* _Instructions for the task_
All of the data below must be reproduced word for word, but without its images.
:: Records for the exercise ::
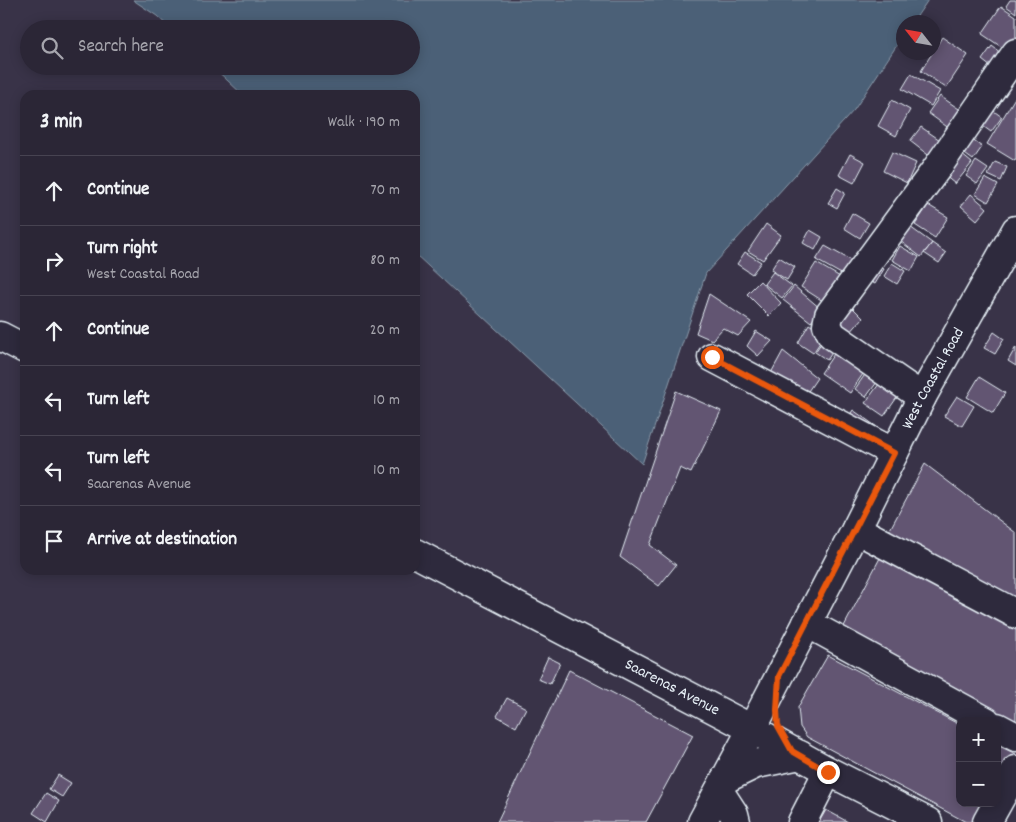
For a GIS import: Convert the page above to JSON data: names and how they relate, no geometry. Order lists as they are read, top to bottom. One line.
{"streets":{"main road":["West Coastal Road","Saarenas Avenue"]},"crossings":[["West Coastal Road","Saarenas Avenue"]],"north":"top left","page":{"search":"Search here","heading":["3 min","Walk · 190 m"],"list":[["Continue","70 m"],["Turn right","West Coastal Road","80 m"],["Continue","20 m"],["Turn left","10 m"],["Turn left","Saarenas Avenue","10 m"],"Arrive at destination"],"map_buttons":["+","−"]}}
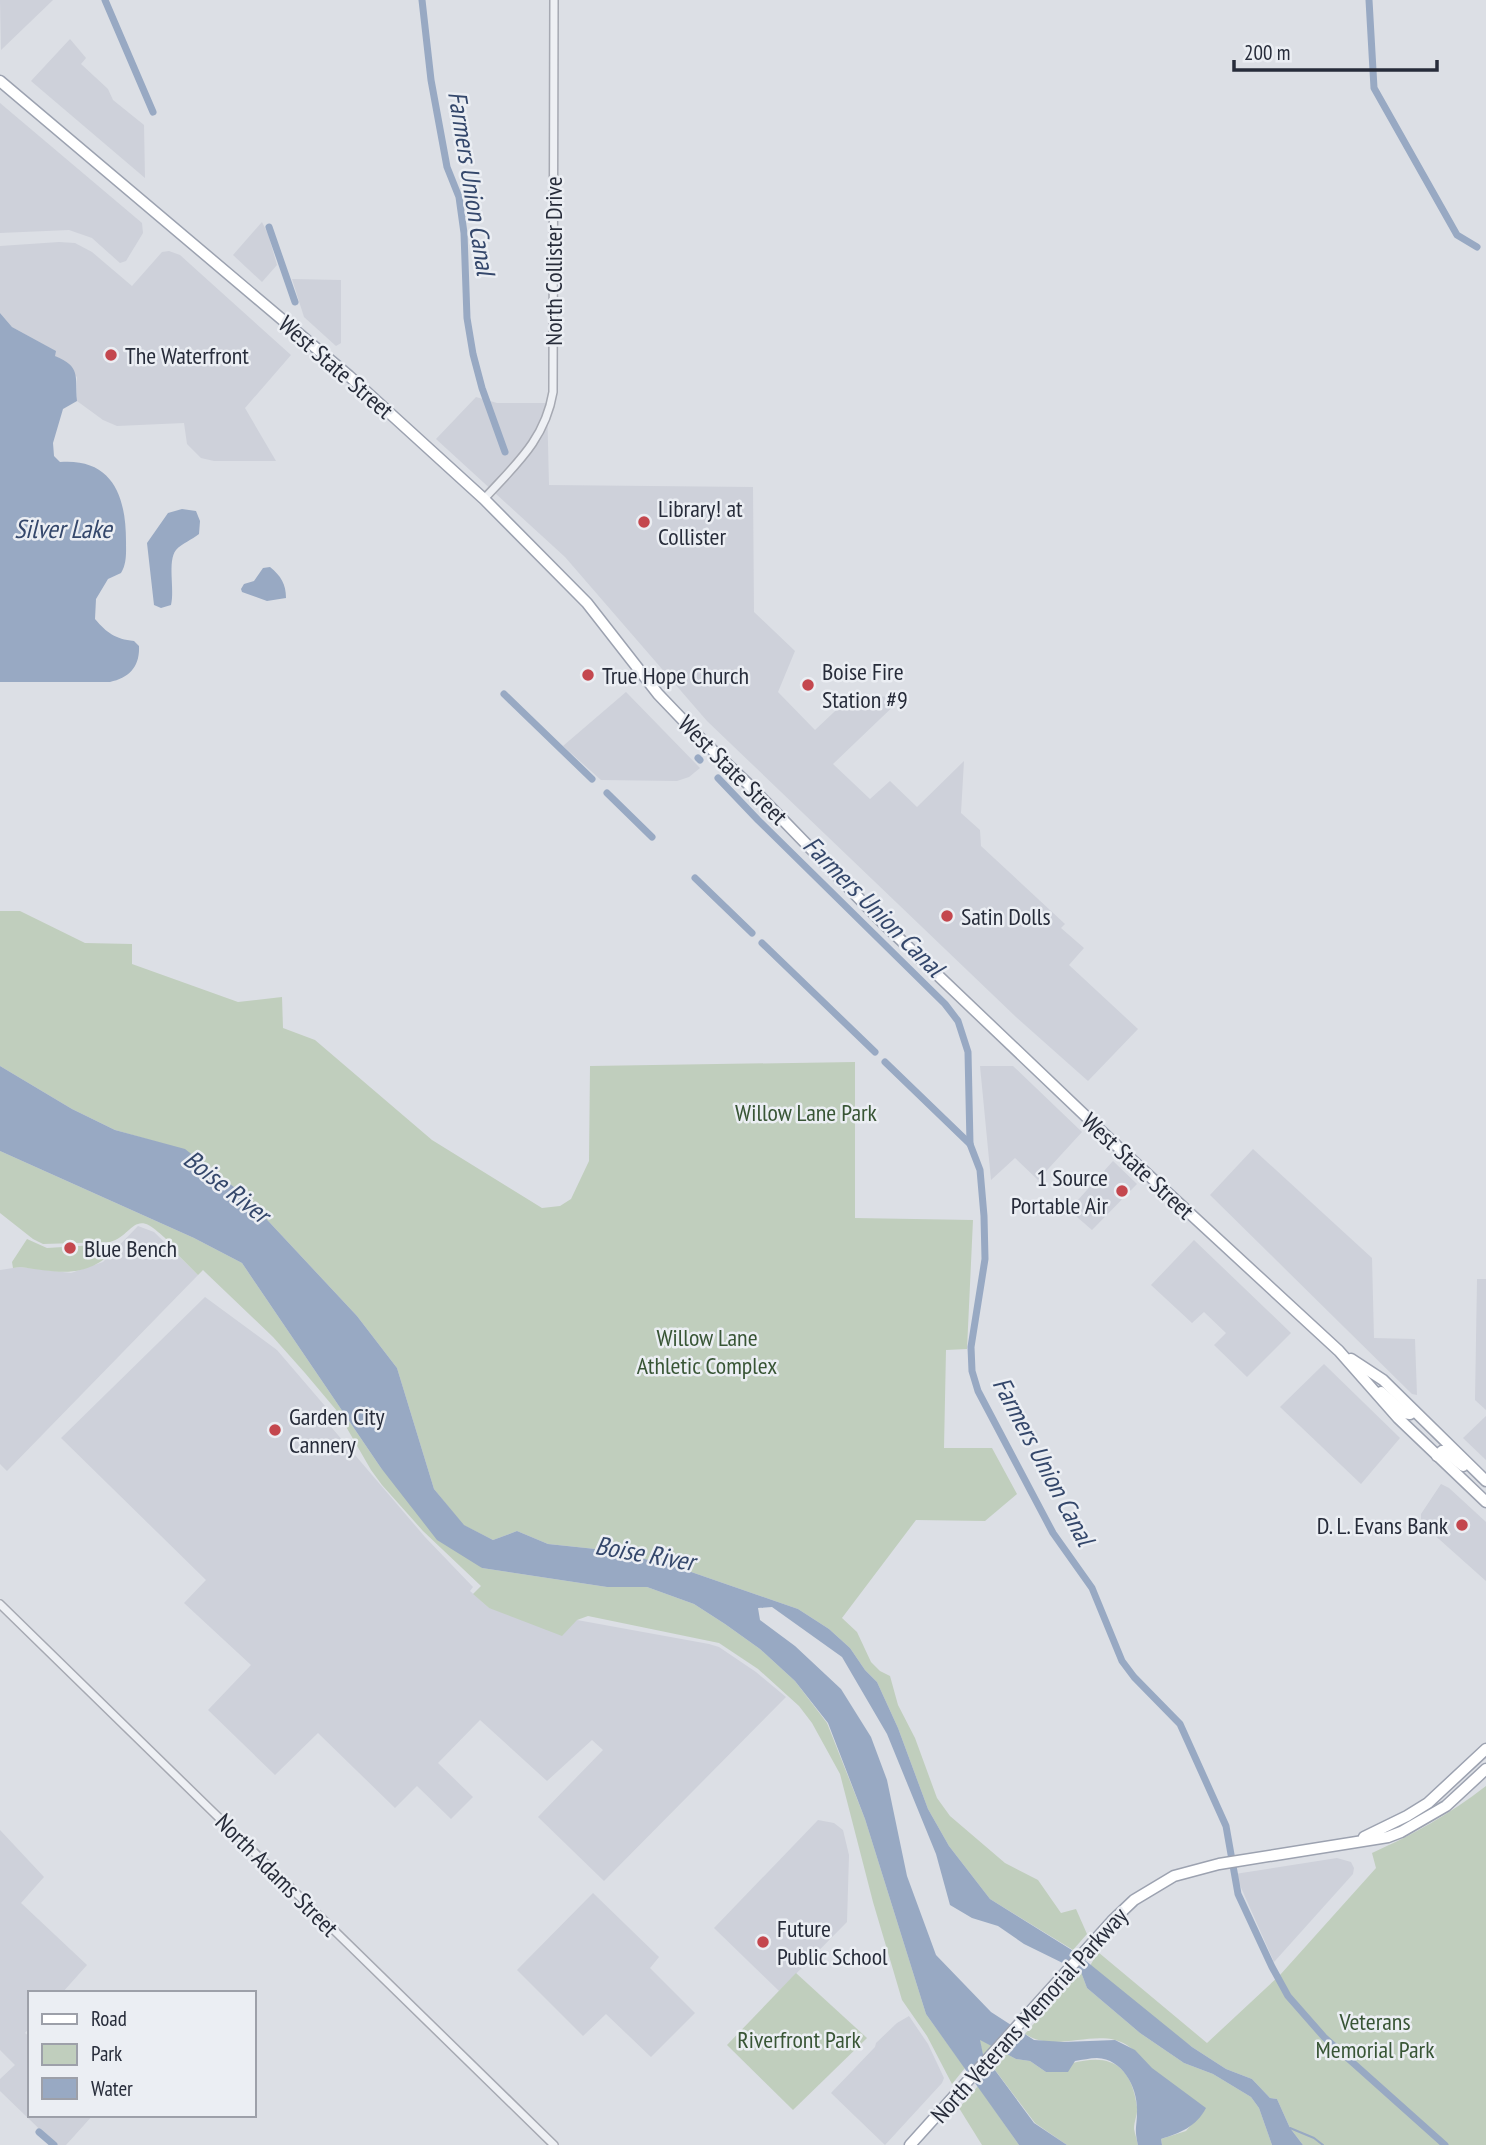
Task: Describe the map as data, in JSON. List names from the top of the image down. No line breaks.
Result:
{"streets":{"main road":["West State Street","North Veterans Memorial Parkway"],"street":["North Collister Drive","North Adams Street"]},"crossings":[["North Collister Drive","West State Street"]],"water":["Farmers Union Canal","Silver Lake","Boise River"],"parks":["Willow Lane Park","Willow Lane Athletic Complex","Veterans Memorial Park","Riverfront Park"],"places":["The Waterfront","Library! at Collister","True Hope Church","Boise Fire Station #9","Satin Dolls","1 Source Portable Air","Blue Bench","Garden City Cannery","D. L. Evans Bank","Future Public School"],"legend":["Road","Park","Water"],"scale_bar":"200 m"}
:::
* _Result for this exercise_
For a GIS import: Convert the page above to JSON data: names and how they relate, no geometry. Order lists as they are read, top to bottom. One line.
{"streets":{"main road":["West Coastal Road","Saarenas Avenue"]},"crossings":[["West Coastal Road","Saarenas Avenue"]],"north":"top left","page":{"search":"Search here","heading":["3 min","Walk · 190 m"],"list":[["Continue","70 m"],["Turn right","West Coastal Road","80 m"],["Continue","20 m"],["Turn left","10 m"],["Turn left","Saarenas Avenue","10 m"],"Arrive at destination"],"map_buttons":["+","−"]}}
Task: Describe the map as data, in JSON. List names from the top of the image down. No line breaks.
Result:
{"streets":{"main road":["West State Street","North Veterans Memorial Parkway"],"street":["North Collister Drive","North Adams Street"]},"crossings":[["North Collister Drive","West State Street"]],"water":["Farmers Union Canal","Silver Lake","Boise River"],"parks":["Willow Lane Park","Willow Lane Athletic Complex","Veterans Memorial Park","Riverfront Park"],"places":["The Waterfront","Library! at Collister","True Hope Church","Boise Fire Station #9","Satin Dolls","1 Source Portable Air","Blue Bench","Garden City Cannery","D. L. Evans Bank","Future Public School"],"legend":["Road","Park","Water"],"scale_bar":"200 m"}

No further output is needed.